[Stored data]
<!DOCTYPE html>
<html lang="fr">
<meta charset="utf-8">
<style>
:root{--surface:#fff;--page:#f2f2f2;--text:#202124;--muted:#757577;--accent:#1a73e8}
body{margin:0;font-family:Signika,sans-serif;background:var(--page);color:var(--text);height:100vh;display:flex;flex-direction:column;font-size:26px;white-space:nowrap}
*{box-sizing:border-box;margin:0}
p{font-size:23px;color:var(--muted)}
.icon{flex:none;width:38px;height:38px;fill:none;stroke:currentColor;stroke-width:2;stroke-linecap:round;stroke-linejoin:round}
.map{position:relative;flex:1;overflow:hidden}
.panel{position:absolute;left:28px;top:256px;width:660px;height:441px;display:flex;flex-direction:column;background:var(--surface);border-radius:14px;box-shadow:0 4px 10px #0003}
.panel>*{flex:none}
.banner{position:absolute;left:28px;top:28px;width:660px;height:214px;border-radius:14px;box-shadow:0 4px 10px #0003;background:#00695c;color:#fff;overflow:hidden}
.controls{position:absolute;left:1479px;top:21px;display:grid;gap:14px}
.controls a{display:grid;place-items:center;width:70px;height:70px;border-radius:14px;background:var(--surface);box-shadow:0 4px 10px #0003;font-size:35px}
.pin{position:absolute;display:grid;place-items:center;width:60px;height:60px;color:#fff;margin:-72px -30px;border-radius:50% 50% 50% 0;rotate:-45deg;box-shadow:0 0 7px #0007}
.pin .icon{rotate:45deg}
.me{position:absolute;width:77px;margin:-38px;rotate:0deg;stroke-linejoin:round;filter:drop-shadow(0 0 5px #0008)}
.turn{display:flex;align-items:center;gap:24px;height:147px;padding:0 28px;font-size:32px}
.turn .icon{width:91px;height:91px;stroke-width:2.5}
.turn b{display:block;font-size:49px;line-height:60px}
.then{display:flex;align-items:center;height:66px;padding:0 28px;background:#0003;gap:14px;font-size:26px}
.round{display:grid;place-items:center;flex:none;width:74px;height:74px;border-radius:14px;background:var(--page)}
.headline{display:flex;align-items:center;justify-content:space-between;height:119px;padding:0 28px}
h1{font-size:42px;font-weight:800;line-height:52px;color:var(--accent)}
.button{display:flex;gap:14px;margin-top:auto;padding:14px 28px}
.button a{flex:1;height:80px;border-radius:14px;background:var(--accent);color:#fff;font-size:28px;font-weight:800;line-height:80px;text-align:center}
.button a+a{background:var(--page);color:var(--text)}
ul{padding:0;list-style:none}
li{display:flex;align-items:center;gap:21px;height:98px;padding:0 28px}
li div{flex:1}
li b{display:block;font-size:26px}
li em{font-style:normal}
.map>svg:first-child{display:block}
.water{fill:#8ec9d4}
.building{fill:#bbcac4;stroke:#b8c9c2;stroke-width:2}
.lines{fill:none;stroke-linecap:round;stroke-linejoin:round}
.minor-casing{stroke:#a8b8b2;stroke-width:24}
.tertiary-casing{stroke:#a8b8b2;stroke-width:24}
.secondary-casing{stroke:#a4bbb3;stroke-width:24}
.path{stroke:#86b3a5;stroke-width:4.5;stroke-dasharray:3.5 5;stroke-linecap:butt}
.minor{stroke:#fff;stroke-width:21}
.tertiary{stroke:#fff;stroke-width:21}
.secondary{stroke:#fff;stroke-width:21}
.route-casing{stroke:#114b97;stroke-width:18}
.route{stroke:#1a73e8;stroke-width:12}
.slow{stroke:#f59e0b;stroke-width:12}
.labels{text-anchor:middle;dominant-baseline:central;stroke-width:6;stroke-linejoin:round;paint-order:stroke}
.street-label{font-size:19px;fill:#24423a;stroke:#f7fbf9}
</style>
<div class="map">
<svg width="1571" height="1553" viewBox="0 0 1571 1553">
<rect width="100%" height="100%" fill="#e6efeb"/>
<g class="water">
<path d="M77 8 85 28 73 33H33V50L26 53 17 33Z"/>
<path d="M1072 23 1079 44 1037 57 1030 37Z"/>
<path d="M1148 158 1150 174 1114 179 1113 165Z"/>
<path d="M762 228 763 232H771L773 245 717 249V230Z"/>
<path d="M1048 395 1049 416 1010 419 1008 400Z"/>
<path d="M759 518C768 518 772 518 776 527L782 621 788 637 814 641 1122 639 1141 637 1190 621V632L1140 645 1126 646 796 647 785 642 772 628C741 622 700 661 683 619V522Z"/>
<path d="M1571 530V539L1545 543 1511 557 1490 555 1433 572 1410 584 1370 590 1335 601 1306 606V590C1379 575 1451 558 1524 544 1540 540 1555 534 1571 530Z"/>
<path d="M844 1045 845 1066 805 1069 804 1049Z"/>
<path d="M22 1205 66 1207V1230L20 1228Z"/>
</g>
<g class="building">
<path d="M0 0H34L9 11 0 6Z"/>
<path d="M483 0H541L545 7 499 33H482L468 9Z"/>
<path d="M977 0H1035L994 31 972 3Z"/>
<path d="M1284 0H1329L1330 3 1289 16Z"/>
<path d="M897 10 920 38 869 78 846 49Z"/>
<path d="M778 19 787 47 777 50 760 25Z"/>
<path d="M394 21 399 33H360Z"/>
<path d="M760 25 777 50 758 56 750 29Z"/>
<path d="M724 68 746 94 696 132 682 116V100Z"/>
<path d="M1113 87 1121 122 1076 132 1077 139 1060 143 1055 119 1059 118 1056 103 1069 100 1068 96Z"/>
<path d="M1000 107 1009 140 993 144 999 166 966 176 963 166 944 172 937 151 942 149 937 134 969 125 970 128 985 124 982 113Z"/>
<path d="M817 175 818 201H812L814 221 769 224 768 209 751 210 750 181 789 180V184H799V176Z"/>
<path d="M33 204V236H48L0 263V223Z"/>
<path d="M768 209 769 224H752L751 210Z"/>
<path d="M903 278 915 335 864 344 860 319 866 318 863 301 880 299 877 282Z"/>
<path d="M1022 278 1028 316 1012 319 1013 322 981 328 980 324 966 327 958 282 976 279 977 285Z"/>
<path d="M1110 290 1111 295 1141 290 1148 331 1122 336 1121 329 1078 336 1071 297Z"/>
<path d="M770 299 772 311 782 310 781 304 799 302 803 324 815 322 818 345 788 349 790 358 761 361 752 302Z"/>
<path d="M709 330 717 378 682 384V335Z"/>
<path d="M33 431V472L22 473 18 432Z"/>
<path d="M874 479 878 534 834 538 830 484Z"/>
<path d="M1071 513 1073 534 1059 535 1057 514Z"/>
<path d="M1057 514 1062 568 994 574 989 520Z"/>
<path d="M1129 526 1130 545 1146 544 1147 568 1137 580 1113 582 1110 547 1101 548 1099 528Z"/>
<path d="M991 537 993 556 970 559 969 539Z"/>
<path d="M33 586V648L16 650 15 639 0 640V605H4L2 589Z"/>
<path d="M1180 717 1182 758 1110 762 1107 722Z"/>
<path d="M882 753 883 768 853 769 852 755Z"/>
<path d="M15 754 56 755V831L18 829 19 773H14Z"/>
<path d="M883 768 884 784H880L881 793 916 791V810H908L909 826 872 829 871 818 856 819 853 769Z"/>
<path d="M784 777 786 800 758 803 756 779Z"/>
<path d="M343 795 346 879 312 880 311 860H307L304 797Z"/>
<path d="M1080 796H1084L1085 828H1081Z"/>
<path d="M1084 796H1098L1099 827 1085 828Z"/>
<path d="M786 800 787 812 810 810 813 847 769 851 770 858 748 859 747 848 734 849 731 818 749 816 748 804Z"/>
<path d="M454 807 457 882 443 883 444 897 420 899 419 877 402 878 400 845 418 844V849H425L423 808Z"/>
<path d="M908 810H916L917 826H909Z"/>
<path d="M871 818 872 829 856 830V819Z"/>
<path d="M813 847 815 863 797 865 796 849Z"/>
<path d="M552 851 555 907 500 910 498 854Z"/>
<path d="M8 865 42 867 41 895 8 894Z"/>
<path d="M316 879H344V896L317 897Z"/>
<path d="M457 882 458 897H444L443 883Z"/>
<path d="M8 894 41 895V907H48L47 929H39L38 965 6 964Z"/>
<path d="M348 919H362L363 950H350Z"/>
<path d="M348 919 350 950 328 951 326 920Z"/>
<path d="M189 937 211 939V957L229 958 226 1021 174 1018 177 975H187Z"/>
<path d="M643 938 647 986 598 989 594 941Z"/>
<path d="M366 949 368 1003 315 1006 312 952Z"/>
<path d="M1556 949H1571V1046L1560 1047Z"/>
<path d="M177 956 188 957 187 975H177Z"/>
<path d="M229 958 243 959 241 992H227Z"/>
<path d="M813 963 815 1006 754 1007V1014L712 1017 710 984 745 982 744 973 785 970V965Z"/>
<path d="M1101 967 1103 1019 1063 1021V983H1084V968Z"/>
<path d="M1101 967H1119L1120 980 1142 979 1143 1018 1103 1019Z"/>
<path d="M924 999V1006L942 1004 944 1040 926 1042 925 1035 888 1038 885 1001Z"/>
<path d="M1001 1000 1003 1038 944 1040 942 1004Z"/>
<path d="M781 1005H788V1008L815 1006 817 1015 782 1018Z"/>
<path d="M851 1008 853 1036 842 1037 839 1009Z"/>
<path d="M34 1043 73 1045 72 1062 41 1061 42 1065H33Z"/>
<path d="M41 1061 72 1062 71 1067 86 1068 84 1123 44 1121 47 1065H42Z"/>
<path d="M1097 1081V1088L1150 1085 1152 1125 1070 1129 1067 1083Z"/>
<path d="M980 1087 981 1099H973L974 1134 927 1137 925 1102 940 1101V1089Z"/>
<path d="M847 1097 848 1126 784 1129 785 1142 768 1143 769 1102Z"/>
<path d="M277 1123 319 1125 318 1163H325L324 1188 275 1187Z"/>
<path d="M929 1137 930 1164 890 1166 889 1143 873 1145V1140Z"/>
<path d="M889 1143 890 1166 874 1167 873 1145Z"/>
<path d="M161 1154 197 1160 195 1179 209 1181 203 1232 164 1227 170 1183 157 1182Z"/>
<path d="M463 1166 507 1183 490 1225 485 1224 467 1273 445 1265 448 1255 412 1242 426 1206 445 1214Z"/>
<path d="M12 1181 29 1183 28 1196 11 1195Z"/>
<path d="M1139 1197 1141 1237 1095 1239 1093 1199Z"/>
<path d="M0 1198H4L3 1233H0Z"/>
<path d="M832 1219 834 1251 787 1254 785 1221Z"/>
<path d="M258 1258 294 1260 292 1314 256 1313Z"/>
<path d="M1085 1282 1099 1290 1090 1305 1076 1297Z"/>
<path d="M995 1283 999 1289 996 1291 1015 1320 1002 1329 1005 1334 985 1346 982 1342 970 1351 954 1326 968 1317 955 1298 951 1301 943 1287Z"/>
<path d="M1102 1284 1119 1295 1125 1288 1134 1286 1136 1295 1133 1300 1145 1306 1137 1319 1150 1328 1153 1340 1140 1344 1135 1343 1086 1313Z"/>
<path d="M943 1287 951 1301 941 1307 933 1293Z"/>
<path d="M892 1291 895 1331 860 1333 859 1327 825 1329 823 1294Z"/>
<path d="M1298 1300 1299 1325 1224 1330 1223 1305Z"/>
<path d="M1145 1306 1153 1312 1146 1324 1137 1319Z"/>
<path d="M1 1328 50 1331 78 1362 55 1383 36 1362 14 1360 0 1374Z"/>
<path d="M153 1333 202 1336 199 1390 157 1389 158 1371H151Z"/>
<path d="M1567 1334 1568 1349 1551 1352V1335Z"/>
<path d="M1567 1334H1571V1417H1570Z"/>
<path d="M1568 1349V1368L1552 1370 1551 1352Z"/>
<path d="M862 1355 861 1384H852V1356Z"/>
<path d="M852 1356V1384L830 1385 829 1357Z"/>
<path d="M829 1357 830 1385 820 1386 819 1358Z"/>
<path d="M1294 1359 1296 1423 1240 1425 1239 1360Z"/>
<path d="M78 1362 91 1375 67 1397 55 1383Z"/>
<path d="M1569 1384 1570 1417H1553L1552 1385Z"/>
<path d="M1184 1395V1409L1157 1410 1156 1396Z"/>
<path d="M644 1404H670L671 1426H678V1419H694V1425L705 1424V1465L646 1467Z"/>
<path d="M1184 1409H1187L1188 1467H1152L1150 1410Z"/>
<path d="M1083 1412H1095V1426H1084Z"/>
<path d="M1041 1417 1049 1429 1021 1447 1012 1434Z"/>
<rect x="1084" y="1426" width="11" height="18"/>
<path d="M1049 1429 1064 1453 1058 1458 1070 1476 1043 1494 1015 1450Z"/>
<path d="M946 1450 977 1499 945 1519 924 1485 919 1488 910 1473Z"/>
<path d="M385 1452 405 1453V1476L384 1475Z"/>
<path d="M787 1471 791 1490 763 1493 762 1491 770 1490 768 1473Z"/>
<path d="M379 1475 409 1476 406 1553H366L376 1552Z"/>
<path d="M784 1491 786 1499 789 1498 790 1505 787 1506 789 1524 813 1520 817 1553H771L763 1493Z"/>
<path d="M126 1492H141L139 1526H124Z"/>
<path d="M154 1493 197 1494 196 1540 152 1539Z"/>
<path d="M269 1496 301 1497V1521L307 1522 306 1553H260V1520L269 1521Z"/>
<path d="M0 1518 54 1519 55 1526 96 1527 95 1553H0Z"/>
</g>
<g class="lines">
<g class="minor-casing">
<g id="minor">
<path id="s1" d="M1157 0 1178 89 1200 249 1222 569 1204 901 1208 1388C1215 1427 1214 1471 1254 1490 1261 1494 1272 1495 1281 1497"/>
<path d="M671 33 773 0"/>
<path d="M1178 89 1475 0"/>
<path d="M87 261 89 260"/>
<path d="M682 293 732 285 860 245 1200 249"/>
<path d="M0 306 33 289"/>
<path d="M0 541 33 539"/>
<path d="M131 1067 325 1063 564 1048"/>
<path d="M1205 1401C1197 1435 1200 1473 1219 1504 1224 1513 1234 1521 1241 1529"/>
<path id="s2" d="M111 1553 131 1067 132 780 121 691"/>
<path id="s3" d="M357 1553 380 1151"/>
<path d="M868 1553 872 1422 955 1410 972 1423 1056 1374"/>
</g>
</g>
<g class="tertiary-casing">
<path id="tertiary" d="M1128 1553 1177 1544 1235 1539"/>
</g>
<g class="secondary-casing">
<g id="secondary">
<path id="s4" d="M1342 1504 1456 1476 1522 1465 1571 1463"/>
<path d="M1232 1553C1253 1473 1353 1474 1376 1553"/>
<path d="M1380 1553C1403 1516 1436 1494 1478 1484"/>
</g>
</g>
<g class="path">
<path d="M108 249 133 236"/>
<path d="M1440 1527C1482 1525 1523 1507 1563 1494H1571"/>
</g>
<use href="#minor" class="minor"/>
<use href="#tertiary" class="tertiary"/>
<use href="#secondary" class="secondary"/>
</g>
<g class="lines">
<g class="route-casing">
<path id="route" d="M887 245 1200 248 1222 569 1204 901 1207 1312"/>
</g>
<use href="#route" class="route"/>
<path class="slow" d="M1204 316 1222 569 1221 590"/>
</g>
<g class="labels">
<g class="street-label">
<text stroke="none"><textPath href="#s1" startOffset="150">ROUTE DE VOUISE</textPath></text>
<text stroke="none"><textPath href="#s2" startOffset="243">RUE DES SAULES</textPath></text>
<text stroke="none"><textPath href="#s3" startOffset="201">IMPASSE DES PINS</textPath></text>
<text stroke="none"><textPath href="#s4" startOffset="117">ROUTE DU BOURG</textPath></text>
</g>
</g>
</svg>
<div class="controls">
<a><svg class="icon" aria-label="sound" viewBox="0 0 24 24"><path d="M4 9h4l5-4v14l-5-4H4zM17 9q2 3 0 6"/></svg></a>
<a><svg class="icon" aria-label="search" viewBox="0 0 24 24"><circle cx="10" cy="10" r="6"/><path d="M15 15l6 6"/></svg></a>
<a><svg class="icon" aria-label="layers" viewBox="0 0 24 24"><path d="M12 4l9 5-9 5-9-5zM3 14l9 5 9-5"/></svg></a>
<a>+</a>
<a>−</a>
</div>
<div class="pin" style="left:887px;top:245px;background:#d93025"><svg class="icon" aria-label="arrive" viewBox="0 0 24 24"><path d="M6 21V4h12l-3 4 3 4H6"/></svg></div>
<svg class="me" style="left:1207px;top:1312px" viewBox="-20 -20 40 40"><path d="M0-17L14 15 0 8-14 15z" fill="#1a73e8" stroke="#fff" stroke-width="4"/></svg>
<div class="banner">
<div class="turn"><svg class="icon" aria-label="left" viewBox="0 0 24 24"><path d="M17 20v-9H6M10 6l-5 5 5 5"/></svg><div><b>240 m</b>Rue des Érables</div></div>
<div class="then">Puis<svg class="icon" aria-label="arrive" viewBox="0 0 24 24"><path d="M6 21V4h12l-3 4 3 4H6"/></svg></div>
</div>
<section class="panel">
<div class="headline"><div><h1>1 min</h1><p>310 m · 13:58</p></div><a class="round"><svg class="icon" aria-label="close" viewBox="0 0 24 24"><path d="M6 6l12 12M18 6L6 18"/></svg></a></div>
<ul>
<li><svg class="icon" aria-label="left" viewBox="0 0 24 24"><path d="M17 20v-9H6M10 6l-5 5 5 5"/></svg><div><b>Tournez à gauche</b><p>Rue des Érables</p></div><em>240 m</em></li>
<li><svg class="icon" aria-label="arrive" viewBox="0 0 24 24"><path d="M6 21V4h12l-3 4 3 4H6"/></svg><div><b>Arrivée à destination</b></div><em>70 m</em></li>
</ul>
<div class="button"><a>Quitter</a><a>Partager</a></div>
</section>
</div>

### Task goal
Wherever the word "hidden" turns up in a line of the entries above, copy that line.

### Response to the exercise
.map{position:relative;flex:1;overflow:hidden}
.banner{position:absolute;left:28px;top:28px;width:660px;height:214px;border-radius:14px;box-shadow:0 4px 10px #0003;background:#00695c;color:#fff;overflow:hidden}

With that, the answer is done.